If you do that, Krisna continues, your mind will become calm. Arjuna, I’m telling you to become a man who “lets go of all results, whether good or bad, and is focused on the action alone.” You must be “content with whatever happens, unattached to pleasure or pain, success or failure.” And finally, Arjuna understands. He fights the war and leads the Pandavas to victory.

 

Synopsis

Krishna first appears to the broken-hearted Arjuna who is slumped and crying on the battlefield between the army’s of the Pandavas watching as his friends and neighbors on both sides shed blood. He asks God how this can be, how this killing can be right, and Krishna responds in a stern and loving manner. Krishna tells him,
“Only the man who is unmoved by sensations, the wise man indifferent to pleasure, to pain, is fit for becoming deathless.”
As they talk on the battlefield, Krishna pours his wisdom onto Arjuna like a sweet nectar.

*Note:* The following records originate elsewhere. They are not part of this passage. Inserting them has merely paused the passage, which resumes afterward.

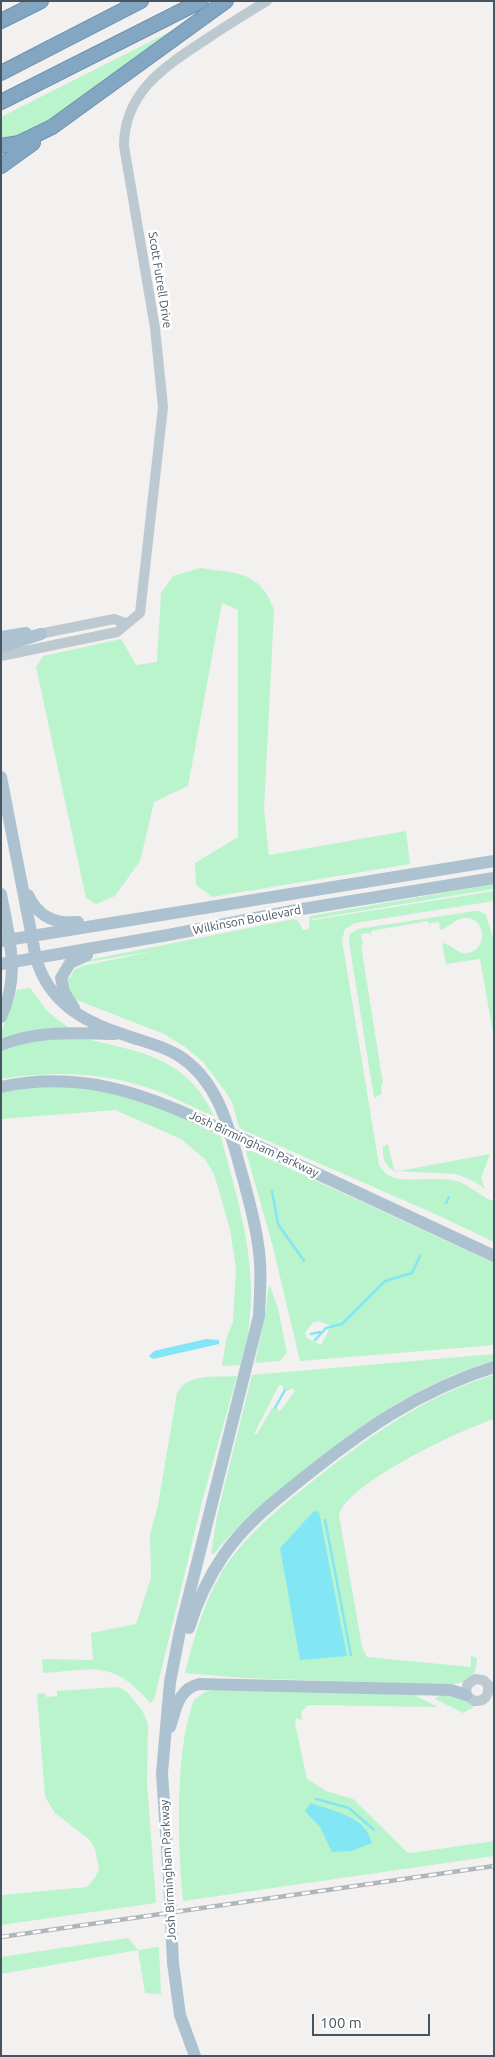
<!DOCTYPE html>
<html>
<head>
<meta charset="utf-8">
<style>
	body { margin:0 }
	#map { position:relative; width:495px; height:2057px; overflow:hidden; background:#f3f0f0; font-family:Ubuntu,sans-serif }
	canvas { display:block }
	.frame { position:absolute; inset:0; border:2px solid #46555f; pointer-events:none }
	.scale { position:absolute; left:312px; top:2014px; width:118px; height:22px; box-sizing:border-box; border:2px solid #46555f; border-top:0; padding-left:6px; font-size:15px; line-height:18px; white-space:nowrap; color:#46555f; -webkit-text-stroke:4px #fff; paint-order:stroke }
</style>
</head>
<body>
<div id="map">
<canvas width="495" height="2057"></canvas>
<div class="frame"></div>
<div class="scale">100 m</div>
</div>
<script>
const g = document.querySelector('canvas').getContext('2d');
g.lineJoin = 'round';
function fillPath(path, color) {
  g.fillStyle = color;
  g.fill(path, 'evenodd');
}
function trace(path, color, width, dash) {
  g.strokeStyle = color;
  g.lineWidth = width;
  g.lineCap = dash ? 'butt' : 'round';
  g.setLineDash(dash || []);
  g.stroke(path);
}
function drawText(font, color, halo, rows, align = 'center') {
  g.font = font + ' Ubuntu,sans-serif';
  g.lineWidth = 5;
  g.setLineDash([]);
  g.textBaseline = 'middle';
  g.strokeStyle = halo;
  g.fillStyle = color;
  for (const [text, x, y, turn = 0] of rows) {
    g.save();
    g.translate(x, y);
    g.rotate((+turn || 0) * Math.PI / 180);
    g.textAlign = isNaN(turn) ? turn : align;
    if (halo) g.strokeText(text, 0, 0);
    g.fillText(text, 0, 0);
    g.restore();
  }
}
const green = new Path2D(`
	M187,23L39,127L20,136L1,140V117Z
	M200,568C236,573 261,571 274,610L264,809L269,855L406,831L410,864L212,897L196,885L195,863L238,837V610L222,603L188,786L154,802L140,861L115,896L96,904L86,898L36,667L43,656L121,639L136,665L157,662L161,593L173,576Z
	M494,884V889L312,919L313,920L494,891V901L355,923L345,929L342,940L379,1165L386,1174L394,1178C414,1182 436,1176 456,1181C471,1185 480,1197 494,1201V1242L433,1213L243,1130L239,1127L232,1102L223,1088L203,1062L185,1047L164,1034L74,999L71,996L65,977L70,978L74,970L82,966L159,950L82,963L67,972L83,961L294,919L298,921L303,930L309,929L310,916Z
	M474,911H480L486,915L494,940V1038L480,959L446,964L442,943C452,944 456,954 467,953C489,950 486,916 464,918C454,919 449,928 440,930L439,922L430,923V928L428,921L371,931L372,938L370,933L361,934L363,944L361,945L383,1084L381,1085L382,1094L374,1098L349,942L350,934L358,929Z
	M30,988L47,1011L69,1028L1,1040C1,1023 13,1007 17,990Z
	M81,1038C139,1051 187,1057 214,1116C199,1111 178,1099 160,1092C109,1072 55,1070 1,1079V1048L21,1041Z
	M52,1086L96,1089L158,1105L221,1137C241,1212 266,1287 240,1365L222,1366L226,1339L233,1322L236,1269L230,1229L214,1174L205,1159L181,1139L115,1110L1,1119V1092Z
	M388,1144L394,1170L399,1171L490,1154L481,1178L485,1188L494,1194L473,1181L456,1174L394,1171C385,1166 382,1157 383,1147Z
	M245,1148L494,1263V1345L300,1361L273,1247ZM319,1321L331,1326L321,1345L307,1338L305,1333L313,1322Z
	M270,1286L278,1308L287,1353L280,1361L255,1363L266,1310L268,1288Z
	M494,1354V1361C423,1381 366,1421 309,1466C275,1493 241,1520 214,1554H211L217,1516L252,1375ZM279,1385H282L283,1388L288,1391L292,1388L295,1391L281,1410L278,1411L277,1408H272L257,1434H254Z
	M494,1375V1419C462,1429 347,1483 339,1515L362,1647L367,1657L471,1667V1656L477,1658C477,1678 466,1683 448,1685L244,1678L185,1673C194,1637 204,1602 223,1570C246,1535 277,1510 309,1484C366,1439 423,1396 494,1375Z
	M237,1376L203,1498L154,1700L150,1703C112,1659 96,1670 43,1673L42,1659L93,1660L91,1633L136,1624L151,1578L150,1535L158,1505L177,1393C190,1372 215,1378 237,1376Z
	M118,1687L126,1691L142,1710L148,1724L147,1783L156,1903L1,1925V1895L87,1887L95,1878L99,1869L95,1849L90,1840L55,1813L45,1797L37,1694L45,1693L46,1697L57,1696V1691Z
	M219,1688L414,1695L438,1707L308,1705L301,1712L302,1720L296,1718L295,1723L307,1779L326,1791L353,1799L407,1852L411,1853L494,1841V1856L183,1901C178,1845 174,1752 194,1700L205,1692Z
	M441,1694L459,1697L474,1707L463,1713L435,1699Z
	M128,1938L138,1950L159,1947L161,1994L145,1993L138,1950L1,1974V1957Z`);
const water = new Path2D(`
	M206,1339L219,1340V1344L153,1359L149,1356L154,1351Z
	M314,1511L319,1512L347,1656L300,1660L280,1548Z
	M311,1803C332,1811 366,1816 372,1843L352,1851L332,1852L320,1827L305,1811Z`);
const stream = new Path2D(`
	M272,1191L278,1224L304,1261
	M446,1203L449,1197
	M311,1334L320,1332
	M315,1340L326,1328L342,1324L385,1281L412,1273L420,1256
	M275,1408L285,1390
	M325,1520L351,1655
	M316,1799L349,1808L374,1830`);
const minor = new Path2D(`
	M34,635L114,619L125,623
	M1,656L117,632L140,613L163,407L155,328L124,146C124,94 162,68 202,42C223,28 245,14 267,1
	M488,1687C489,1696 484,1702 474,1701L466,1695L467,1685L475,1679L483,1680L494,1690`);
const major = new Path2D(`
	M1,637L26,633
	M1,647L41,634
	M1,777L36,958C48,1001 82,1021 122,1034C141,1041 158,1044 176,1054C220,1080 230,1132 243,1178C249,1200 255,1222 258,1244C262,1268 260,1292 259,1316L180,1631L170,1682L162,1773L169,1879
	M1,894C9,938 21,974 1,1017
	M28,895C38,917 55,924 78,922
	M1,941L494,861
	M1,964L168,935L302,909L494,878
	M74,1008L64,992L61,978L70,963L87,955
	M1,1045C38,1030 76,1033 115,1034
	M1,1087C80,1070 144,1093 214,1126
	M245,1140L494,1256
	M189,1628C197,1602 208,1578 223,1556C244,1525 273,1502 302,1479C363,1430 418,1391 494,1367
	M170,1727C176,1709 178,1689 199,1684L451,1690L466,1695
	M173,1963L180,2015L195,2056`);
const highway = new Path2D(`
	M1,21L41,1
	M1,73L141,1
	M1,102L201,1
	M1,146L19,143L52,127L226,1
	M1,166L33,143`);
const rail = new Path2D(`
	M1,1937L494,1866`);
const majorBridge = new Path2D(`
	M214,1126L245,1140
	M169,1879L173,1963`);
const streetNames = [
	["Scott Futrell Drive",160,280,81],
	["Wilkinson Boulevard",247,920,-11],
	["Josh Birmingham Parkway",254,1144,25],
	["Josh Birmingham Parkway",168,1870,-93]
];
fillPath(green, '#baf4cc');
fillPath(water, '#83e6f5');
trace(stream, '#83e6f5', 2.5);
trace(highway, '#6e92af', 16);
trace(minor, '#bcc9d0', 10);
trace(major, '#adc2d1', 12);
trace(highway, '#83a7c3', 14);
trace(rail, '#b1b6bb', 4.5);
trace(rail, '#fff', 2.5, [8]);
trace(majorBridge, '#adc2d1', 12);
drawText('12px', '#46555f', '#fff', streetNames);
</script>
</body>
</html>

In beautiful, simple stanzas he tells him the power of non-attachment and the strength of Self it creates.
He tells Arjuna that we must act and fulfill our various duties while alive and then we must detach ourselves from their results if we want to maintain equanimity of mind.
We must act for action’s sake and go about our lives as an offering to God, rather as a means to benefit ourselves. If we are able to practice this, to harness this sense of detachment from the fruit’s of our actions, only then are we able to experience serenity of mind within our lifetime.

Conclusion

Even though, this is just a story about a mythical war, its message is clear and powerful. I think many people if not all struggle with a simiral question/problem at some point in their life.

Even Mohandas Gandi himself, said of the Gita: “that under the guise of physical warfare it described the duel that perpetually went on in the hearts of mankind, and that physical warfare was brought in merely to make the description of the internal duel more alluring.”

The inner battle is in essence, the daily and individual struggle we must all wage between our good states of mind —clear thinking, compassion, tolerance, courage, humility, and so forth—and our bad emotions, such as anger, hatred, greed, vanity, evny, arrogance and fear.

So as the story and quotes tell, we need to strive towards equinimity of mind. Not to look at short term success or failure, win or loss. Not to worry about the future and what our actions will bring… but to get lost im the action itself, in the here and now. Without fear, without worry. Pleased and satisfied with whatever will be, because we are triumphant in either case of the outcome. Our work is beyond ourselves. We are not personally invested in it, so we have nothing to lose, nothing to gain. We take life as it is…Good as well as the bad doesn’t reach us. Our inner battle has been won, before we have gone to war. And that is why we are victorious!